There is still a lot of research to be done when interpreting conversation where people are collaborating on physical tasks. The two researchers see these force exchanges as gestures that need to be incorporated to make sense of the entire interaction. Conversation is just the language part, but the whole interaction includes all these signals and one needs to make sense of all of them so, ultimately, the robot can interact in an appropriate way.
“There is always a physical connection – either direct or through an object,” Žefran said. “Through the physical connection, you communicate forces. And through these forces I can tell you what to do. If we are moving and I stop the object, you will feel it and you will stop. So, I have signaled something to you.”

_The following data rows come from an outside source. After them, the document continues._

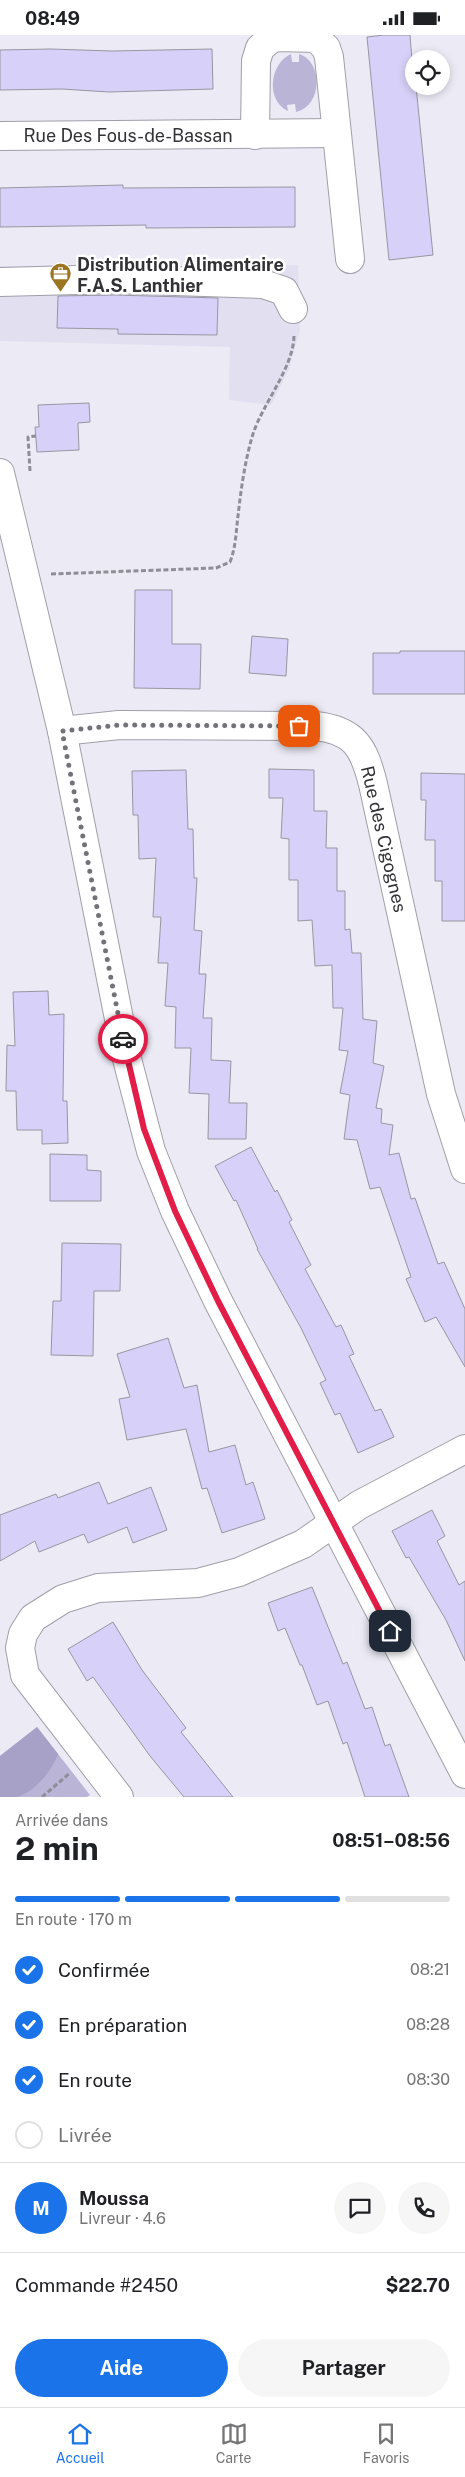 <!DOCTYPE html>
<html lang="fr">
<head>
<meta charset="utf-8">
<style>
  :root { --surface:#fff; --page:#f6f6f6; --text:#202124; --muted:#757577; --line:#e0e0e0; --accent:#1a73e8 }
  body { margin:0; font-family:"Public Sans",sans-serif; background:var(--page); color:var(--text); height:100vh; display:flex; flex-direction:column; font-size:19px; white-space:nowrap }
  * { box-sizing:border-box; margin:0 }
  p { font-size:16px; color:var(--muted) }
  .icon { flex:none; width:28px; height:28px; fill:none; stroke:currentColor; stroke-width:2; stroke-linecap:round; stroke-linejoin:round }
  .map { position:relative; height:1762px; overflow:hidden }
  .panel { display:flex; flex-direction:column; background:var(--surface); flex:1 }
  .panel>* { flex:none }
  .controls { position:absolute; left:405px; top:15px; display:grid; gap:10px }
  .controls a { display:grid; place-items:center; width:45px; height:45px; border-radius:50%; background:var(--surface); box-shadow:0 2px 8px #0003; font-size:25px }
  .pin { position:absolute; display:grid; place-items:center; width:42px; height:42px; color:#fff; margin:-21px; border-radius:10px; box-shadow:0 2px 8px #0006 }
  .courier { position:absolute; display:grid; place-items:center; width:50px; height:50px; margin:-25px; border:4px solid #e11d48; border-radius:50%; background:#fff; color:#222; box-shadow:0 1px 6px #0007 }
  .head em { font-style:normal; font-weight:700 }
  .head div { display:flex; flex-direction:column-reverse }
  .head { display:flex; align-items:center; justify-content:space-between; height:85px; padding:0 15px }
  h1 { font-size:32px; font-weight:700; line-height:38px }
  .bar { display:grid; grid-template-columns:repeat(4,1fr); gap:8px 5px; align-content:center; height:60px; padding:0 15px }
  .bar i { height:6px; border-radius:4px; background:var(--line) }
  .bar .selected { background:var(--accent) }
  .bar p { grid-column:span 4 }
  .line { display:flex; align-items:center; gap:12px; padding:0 15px; border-top:1px solid var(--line) }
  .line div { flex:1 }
  .round { display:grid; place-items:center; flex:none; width:52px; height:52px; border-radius:26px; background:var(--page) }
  ol { padding:0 15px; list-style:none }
  li { display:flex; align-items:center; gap:15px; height:55px }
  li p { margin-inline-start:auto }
  li .icon { padding:5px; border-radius:50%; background:var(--accent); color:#fff; stroke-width:4 }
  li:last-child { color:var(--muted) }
  li i { width:28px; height:28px; border:2px solid var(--line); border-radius:50% }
  .primary-button { display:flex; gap:10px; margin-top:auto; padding:10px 15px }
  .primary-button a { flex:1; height:58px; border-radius:30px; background:var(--accent); color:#fff; font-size:20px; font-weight:700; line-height:58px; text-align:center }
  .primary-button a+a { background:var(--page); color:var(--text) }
  .status { display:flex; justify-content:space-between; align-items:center; height:35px; padding:0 25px; background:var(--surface); direction:ltr }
  .status svg { height:14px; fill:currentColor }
  .tab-bar { display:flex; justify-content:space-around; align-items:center; height:70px; border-top:1px solid var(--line); background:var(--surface); font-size:14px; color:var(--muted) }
  .tab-bar a { display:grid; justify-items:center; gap:2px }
  .tab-bar .selected { color:var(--accent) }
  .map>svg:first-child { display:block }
</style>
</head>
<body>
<div class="status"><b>08:49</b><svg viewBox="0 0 49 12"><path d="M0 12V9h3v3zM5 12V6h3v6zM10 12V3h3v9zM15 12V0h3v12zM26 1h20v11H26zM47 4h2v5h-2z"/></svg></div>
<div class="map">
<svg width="465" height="1762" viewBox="0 0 465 1762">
  <rect width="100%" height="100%" fill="#eceaf5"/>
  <polygon fill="#e2dff1" points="298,230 300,295 289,334 271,370 229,365 230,312 0,306 0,231"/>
  <g fill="#bab4d7">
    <path d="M291 19 292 27H299V19C323 26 323 71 296 77L295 69 287 70 288 76C265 65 270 28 291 19Z"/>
    <polygon points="37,1692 90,1760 87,1762 0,1762 0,1721"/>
  </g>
  <path fill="#a7a1c7" d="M37 1692 58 1719C52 1736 34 1758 16 1762 11 1762 5 1762 0 1762V1721Z"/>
  <g fill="#d7d0f8" stroke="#9896a0">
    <polygon points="384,0 410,0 414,51 416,51 433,220 389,225 367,2"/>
    <polygon points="51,14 112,16 212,14 213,54 109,57 62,54 0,55 0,15"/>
    <polygon points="123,150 123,153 295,152 295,192 146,193 146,190 0,192 0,153"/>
    <polygon points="115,260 218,263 217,300 118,299 118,294 57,293 58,261"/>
    <polygon points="89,368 90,387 78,388 79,415 37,417 35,392 39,392 38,370"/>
    <polygon points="135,555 172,555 172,609 201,609 200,654 134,653"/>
    <polygon points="252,601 288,604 286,641 249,638"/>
    <polygon points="400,616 465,616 465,659 373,659 373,618 400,618"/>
    <polygon points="269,734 314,735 314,776 327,776 326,813 337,813 337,856 345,856 345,895 350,894 352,918 361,918 363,984 377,986 373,1028 384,1031 376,1073 382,1074 381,1088 393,1090 389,1120 399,1118 411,1164 415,1163 438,1229 444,1227 465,1274 465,1332 436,1282 425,1287 406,1244 411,1242 380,1152 370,1154 357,1105 344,1104 350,1060 340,1058 348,1016 339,1015 343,973 333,973 332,930 315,931 312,885 298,886 298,845 289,845 289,804 281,803 283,763 269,763"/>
    <polygon points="186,735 188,794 193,794 194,843 197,843 194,895 202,896 199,939 206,939 203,983 212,983 211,1025 231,1026 229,1068 247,1068 246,1104 208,1104 209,1059 189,1058 191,1013 175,1013 176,972 165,971 168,928 158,928 161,882 153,882 156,823 139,824 138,780 133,780 132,736"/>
    <polygon points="421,738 465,739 465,886 442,886 442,846 435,846 435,805 425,805 426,765 421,765"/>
    <polygon points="48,956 49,980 64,979 63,1066 67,1066 68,1108 42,1109 42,1095 17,1095 16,1056 6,1056 7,1010 15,1011 13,957"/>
    <polygon points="251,1112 275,1157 277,1155 292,1185 289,1187 311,1230 305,1234 336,1292 341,1290 354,1319 349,1321 375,1376 381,1374 394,1402 358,1418 340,1378 335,1380 320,1348 326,1345 301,1293 257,1214 258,1214 236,1165 234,1166 215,1131"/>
    <polygon points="50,1119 87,1120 87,1135 101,1136 101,1166 50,1166"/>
    <polygon points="62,1208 121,1209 120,1256 94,1256 93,1321 51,1320 53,1266 61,1266"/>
    <polygon points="168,1303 184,1353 197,1350 209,1417 235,1410 246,1450 253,1447 265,1484 222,1498 207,1453 202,1454 186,1394 127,1405 119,1364 130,1362 117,1319"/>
    <polygon points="99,1447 108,1469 151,1452 167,1495 133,1508 127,1492 88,1508 84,1499 39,1517 35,1506 0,1526 0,1480 56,1459 58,1463"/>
    <polygon points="432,1475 445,1501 437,1506 459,1550 465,1546 465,1626 446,1585 409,1522 406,1523 392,1496"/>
    <polygon points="312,1552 343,1629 347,1627 365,1674 372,1672 385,1711 390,1709 409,1762 365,1762 347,1707 343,1709 328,1666 317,1670 302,1630 300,1630 285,1593 278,1596 268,1568"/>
    <polygon points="113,1587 142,1635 186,1693 181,1697 233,1762 184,1762 150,1721 93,1642 87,1646 68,1614"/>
  </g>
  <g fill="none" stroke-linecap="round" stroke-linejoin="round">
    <defs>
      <g id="minor">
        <polyline points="255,100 256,26 260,13 271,4 278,2 316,3 326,13 329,22 350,224"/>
        <polyline points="0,101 336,98"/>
        <polyline points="0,247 115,244 263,249 284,256 293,274"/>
        <polyline points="0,438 62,696 127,1024 151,1116 175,1176 218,1266 465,1739"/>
        <path d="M62 696 119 690 315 691C355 695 364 713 373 749L441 1059 465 1134"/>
        <polyline points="119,1762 25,1640 20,1613 23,1599 33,1583 63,1564 98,1553 198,1548 239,1537 303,1509 359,1470 465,1414"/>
      </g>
    </defs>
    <use href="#minor" stroke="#a09fa9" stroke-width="30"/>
    <g stroke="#8f8d95" stroke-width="3" stroke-dasharray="5 2.5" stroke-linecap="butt">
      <polyline points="30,436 28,402 36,401"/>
      <path d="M51 539 216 533 230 527C236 512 236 496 238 481 241 454 245 425 253 399 263 368 294 332 294 300"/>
      <polyline points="42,1762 70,1738"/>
    </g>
    <use href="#minor" stroke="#fff" stroke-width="28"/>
  </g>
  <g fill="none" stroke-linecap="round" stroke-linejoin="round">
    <polyline stroke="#737278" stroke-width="5" stroke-dasharray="0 9" points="123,1004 62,696 120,690 299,691"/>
    <polyline stroke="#e11d48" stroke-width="6" points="123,1004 144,1094 175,1176 218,1266 390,1596"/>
  </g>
  <defs>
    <symbol id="office-pin" viewBox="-11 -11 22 30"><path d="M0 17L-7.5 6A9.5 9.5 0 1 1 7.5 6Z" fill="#9b7521" stroke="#fff"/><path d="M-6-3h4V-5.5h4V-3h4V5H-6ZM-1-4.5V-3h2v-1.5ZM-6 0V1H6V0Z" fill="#fff"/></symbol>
  </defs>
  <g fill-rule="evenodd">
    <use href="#office-pin" x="48" y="226" width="25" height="34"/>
  </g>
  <g text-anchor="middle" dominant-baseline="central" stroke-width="5" stroke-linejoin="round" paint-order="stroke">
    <g font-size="18" fill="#323135" stroke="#fff">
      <text x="128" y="100">Rue Des Fous-de-Bassan</text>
      <text transform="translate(384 804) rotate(77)">Rue des Cigognes</text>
    </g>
    <g font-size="18" font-weight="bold" fill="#323135" stroke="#fff" text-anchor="start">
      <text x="77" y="229">Distribution Alimentaire<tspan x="77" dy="21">F.A.S. Lanthier</tspan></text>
    </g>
  </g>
</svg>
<div class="controls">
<a><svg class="icon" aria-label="locate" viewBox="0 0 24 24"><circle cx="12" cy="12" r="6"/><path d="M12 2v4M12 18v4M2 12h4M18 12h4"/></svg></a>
</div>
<div class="pin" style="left:299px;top:691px;background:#ea580c"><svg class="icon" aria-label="bag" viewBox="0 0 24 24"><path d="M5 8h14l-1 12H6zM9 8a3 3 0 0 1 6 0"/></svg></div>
<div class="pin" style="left:390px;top:1596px;background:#1f2937"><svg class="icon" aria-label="home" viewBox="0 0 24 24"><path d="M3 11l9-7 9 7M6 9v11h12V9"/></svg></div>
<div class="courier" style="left:123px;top:1004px"><svg class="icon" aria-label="car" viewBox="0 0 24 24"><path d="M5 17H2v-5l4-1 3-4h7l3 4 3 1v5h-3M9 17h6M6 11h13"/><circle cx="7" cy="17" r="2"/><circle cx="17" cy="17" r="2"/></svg></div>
</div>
<section class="panel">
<div class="head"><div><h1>2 min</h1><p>Arrivée dans</p></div><em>08:51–08:56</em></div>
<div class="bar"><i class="selected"></i><i class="selected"></i><i class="selected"></i><i></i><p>En route · 170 m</p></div>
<ol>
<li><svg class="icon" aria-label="check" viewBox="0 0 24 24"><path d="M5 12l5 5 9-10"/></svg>Confirmée<p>08:21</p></li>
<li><svg class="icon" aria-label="check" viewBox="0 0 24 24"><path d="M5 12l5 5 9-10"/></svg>En préparation<p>08:28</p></li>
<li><svg class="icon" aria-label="check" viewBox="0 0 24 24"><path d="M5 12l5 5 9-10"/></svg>En route<p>08:30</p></li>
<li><i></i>Livrée</li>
</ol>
<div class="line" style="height:90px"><b class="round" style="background:var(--accent);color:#fff">M</b><div><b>Moussa</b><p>Livreur · 4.6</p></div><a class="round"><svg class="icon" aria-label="chat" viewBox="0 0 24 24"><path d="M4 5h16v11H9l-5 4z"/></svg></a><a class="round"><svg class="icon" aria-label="phone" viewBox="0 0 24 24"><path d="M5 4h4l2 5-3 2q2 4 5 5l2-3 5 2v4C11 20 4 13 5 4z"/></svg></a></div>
<div class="line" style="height:65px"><div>Commande #2450</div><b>$22.70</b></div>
<div class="primary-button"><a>Aide</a><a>Partager</a></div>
</section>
<nav class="tab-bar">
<a class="selected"><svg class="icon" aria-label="home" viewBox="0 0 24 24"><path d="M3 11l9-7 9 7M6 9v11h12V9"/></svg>Accueil</a>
<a><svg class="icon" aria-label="map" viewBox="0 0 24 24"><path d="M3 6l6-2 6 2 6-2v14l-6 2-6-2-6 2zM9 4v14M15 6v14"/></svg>Carte</a>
<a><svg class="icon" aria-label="saved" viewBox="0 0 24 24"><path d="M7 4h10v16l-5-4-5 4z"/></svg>Favoris</a>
</nav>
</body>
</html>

“If you listen to language on its own or sense forces on their own, you don’t get the complete picture,” he said. “For example, in language, you may not get the full meaning unless you see what the person is doing. So there’s additional information that helps you understand. We are trying to formalize the way we can inform the meaning of language from force signals. This is something that has not been studied so far. We also want to use language to understand forces. We are putting all of this in one space where there is no distinction between force signal and speech.”
In order to collaborate with a person, the robot needs to be smart enough to know whether to do something physically or say something, and there needs to be a smooth transition between the two.
“It’s amazing that people are so good at coordinating, and we don’t even think about it unless something goes wrong,” Di Eugenio said. “When we move something together or hand something to each other I don’t consciously pay attention to the force I sense on your part so I can safely let the object go. Humans are very good at this. How can we get robots to do the same thing?”
“This is sometimes called embodied intelligence,” Žefran said. “It is very difficult, because it requires reasoning about the physical world and all the information you have about it. It’s different from using AI algorithms to process data. That’s where we are trying to make some progress.”